We chose to do it because there was a window of time that his brain was developing and we didn't want him to develop negative feelings about himself. We were already seeing that he couldn't make sense of his actions. And I hear you saying that your son is such a good kid. I believe that he is! Our son was as well. We always said exactly what you are saying-Because the actions didn't reflect the intention. When we started him on his medicine we all cried because he didn't realize he could feel this way and we didn't realize how hard it was for him everyday. Maybe find a new psychiatrist and see if you can get a second opinion. Most are very hesitant to diagnose before third grade. Best of luck! Medication and counseling have the best long-term results. Medication doesn't have to be permanent. But the relationship that he's building with himself and his family is. Maybe he just needs a little bit of help to get through that.
 
@megan1969 You answered your own problem
In the last few sentences.

Follow through and consistency are all that’s gonna work.

He’s a teenager.
Talk to him.

It’s a pandemic.
Talk to him.

Anger will not solve anything.
He’s clearly feelin some crap.

Watch some videos on active listening with teenagers.

Don’t react. Just listen.

If this is more than what you are talking about here; then seek professional help for him.
 
@anita5050 I will do that. Thanks. I know he’s a good kid. In front of strangers he is shy, timid and quiet. I think there is something deeper going on that has been festering for years or even since he was a little. We took him to a therapist once (he was around 8 or 9) to see if they thought he had ADHD or ADD but they said it was not bad, maybe borderline. But i think listening to what is happening in his mind will help, if he would open up (which i dont think he will very easily).
 
@megan1969 I’m wondering if he is feeling like he does not get personal positive attention. What if you started doing something with him twice a week. Just you and him. And then see if one of his siblings might want to do an activity with him.

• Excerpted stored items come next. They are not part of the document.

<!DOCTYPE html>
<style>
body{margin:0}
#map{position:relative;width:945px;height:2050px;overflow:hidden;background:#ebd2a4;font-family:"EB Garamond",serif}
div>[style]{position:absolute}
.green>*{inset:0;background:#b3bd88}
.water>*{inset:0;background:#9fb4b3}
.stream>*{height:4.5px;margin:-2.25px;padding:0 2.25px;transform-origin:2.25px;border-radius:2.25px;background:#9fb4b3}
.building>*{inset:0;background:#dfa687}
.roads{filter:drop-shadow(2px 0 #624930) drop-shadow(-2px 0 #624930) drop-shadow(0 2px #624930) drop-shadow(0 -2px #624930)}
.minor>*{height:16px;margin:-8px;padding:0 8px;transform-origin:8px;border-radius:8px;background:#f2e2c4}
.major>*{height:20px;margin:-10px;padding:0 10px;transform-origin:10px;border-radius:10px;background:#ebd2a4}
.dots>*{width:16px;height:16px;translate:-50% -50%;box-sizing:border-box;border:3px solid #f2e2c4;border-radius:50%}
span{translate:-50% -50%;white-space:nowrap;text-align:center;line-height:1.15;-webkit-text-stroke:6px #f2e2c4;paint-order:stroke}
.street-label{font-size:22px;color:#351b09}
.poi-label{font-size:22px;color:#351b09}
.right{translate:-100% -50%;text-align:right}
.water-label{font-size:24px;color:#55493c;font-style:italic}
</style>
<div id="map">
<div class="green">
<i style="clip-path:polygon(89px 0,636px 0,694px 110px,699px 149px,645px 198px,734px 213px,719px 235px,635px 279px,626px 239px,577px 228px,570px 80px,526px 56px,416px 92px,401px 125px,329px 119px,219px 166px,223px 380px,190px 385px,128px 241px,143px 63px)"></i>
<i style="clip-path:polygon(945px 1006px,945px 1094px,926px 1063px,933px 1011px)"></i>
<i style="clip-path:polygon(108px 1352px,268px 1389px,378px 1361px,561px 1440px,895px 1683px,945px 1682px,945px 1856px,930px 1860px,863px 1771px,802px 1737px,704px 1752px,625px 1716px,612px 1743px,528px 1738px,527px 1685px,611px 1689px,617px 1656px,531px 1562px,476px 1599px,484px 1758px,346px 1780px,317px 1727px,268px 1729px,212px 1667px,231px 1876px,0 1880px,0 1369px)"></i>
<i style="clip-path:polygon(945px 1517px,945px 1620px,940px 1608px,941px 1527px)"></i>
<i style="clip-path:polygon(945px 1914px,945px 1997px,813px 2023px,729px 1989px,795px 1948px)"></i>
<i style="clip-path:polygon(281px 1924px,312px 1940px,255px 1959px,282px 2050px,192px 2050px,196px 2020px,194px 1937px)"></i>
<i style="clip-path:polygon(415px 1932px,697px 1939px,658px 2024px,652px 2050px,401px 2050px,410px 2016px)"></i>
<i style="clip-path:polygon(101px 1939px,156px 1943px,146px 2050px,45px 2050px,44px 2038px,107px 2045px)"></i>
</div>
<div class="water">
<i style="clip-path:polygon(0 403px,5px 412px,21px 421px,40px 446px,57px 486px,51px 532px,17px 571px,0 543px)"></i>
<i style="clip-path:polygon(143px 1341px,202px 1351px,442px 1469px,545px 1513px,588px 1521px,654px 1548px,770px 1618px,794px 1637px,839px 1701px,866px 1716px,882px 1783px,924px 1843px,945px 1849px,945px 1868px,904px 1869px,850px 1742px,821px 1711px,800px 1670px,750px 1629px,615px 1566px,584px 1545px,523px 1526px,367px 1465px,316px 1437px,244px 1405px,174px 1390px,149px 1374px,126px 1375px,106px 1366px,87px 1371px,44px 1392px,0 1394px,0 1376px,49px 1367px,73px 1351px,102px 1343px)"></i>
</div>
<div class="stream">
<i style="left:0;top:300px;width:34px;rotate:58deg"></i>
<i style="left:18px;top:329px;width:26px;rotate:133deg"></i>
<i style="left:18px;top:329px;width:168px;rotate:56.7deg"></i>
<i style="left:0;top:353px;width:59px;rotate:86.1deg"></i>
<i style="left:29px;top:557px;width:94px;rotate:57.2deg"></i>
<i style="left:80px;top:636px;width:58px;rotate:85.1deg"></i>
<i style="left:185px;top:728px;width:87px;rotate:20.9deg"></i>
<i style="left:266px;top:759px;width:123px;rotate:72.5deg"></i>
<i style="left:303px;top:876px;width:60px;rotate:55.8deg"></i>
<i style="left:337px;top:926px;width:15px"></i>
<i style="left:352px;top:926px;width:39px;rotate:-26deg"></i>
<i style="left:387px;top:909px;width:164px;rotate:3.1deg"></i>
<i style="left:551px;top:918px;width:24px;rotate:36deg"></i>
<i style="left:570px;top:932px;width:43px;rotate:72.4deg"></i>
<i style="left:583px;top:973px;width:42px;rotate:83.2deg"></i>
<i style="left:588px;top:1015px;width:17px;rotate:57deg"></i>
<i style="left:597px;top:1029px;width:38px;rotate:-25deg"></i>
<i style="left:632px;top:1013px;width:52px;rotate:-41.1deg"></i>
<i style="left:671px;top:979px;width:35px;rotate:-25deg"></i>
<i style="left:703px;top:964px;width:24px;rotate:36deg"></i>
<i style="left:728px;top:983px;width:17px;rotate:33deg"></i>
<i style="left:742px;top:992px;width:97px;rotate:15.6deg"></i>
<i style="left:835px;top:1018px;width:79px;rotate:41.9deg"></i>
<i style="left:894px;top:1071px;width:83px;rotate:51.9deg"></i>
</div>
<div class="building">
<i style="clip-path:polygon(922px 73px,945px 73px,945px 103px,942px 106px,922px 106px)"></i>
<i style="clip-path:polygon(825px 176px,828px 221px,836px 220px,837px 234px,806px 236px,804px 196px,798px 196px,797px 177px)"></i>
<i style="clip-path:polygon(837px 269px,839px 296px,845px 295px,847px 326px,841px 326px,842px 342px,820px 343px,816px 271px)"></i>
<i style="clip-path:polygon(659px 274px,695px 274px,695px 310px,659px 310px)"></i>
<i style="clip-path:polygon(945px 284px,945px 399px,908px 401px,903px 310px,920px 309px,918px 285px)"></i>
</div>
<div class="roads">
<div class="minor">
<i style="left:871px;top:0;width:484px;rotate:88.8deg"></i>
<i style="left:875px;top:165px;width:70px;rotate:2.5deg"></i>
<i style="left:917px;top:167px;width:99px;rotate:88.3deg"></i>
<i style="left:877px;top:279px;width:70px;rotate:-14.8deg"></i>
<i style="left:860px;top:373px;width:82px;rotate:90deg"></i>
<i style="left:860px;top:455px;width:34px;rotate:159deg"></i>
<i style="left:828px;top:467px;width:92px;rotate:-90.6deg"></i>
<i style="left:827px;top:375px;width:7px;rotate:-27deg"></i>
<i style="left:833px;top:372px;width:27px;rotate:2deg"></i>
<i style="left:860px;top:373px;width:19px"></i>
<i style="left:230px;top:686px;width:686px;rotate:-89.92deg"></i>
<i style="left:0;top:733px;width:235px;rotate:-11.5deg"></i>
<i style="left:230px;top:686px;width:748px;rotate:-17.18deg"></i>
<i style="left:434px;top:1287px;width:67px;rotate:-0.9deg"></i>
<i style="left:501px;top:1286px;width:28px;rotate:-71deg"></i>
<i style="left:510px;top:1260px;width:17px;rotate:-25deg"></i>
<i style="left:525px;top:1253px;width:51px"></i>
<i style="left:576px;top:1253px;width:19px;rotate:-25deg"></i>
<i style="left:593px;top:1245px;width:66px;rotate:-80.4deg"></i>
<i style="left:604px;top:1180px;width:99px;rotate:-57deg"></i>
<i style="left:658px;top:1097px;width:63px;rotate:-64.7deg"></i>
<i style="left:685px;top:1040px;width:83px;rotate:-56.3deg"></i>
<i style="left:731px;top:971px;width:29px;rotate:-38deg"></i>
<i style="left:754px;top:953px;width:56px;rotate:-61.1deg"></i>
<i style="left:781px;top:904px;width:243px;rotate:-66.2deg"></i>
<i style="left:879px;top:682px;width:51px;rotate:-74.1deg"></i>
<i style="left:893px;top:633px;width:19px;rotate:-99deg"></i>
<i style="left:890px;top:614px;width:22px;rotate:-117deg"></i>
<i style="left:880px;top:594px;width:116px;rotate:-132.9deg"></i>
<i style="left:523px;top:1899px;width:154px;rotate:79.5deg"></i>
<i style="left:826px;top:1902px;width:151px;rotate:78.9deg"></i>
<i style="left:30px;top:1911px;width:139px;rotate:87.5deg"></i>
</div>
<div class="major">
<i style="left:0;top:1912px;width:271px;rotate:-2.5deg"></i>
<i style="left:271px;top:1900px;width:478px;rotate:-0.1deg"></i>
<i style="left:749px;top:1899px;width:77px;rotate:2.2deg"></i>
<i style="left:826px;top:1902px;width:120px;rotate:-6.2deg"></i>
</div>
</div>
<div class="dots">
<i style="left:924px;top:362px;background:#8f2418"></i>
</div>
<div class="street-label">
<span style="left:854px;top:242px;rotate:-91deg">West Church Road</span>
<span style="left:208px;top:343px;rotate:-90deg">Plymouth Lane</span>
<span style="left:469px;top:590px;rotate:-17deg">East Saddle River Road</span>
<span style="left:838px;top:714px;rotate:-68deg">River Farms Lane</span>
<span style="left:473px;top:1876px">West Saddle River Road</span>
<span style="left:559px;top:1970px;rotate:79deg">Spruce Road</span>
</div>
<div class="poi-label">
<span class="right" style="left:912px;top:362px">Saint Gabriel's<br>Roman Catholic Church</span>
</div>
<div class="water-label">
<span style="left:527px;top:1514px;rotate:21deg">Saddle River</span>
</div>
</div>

Turn things positive. What does he like to do? Is he artsy and wants to paint pottery or sporty and wants to throw the football? Be pro active and invite him to one on one outings. Reframe his interactions into positive interactions to retrain his brain to want positive interactions.
 
@megan1969 You've created the problem with your lack of follow through. Fix that and you'll fix the problem

Only, now instead of your problem being a 5 year old tantrum, you have to deal with a 15 year olds tantrum, and those can be much more destructive.
 
@monstershouter I know. He is a good kid, just spoiled and used to getting his way. To complicate matters my wife has frequent depression (bipolar) and tends to defend and enable his bad behavior, i guess out of guilt. It doesn’t help that we aren’t on the same page.
 
@laurapalooza Thanks. It will be difficult to jump right to dragging him to therapy without him realizing the need for it. He feels like his actions and responses are reasonable (even though they are not) so i think we need to first do what someone else mentioned and try to listen to why he thinks this behavior is justified and if things are not getting better at least then we’ve established that his behavior doesn’t match what we all agree is acceptable. Not saying therapy isnt needed, it probably will help, i just have no idea how to get him from HERE to THERE right now without kicking and screaming.
 
@megan1969 Determine what behavior you want that is incompatible with the immaturity and try to reward that. If you can find something he already does that you would like him to do more, use that. Reward with praise and attention. Good luck.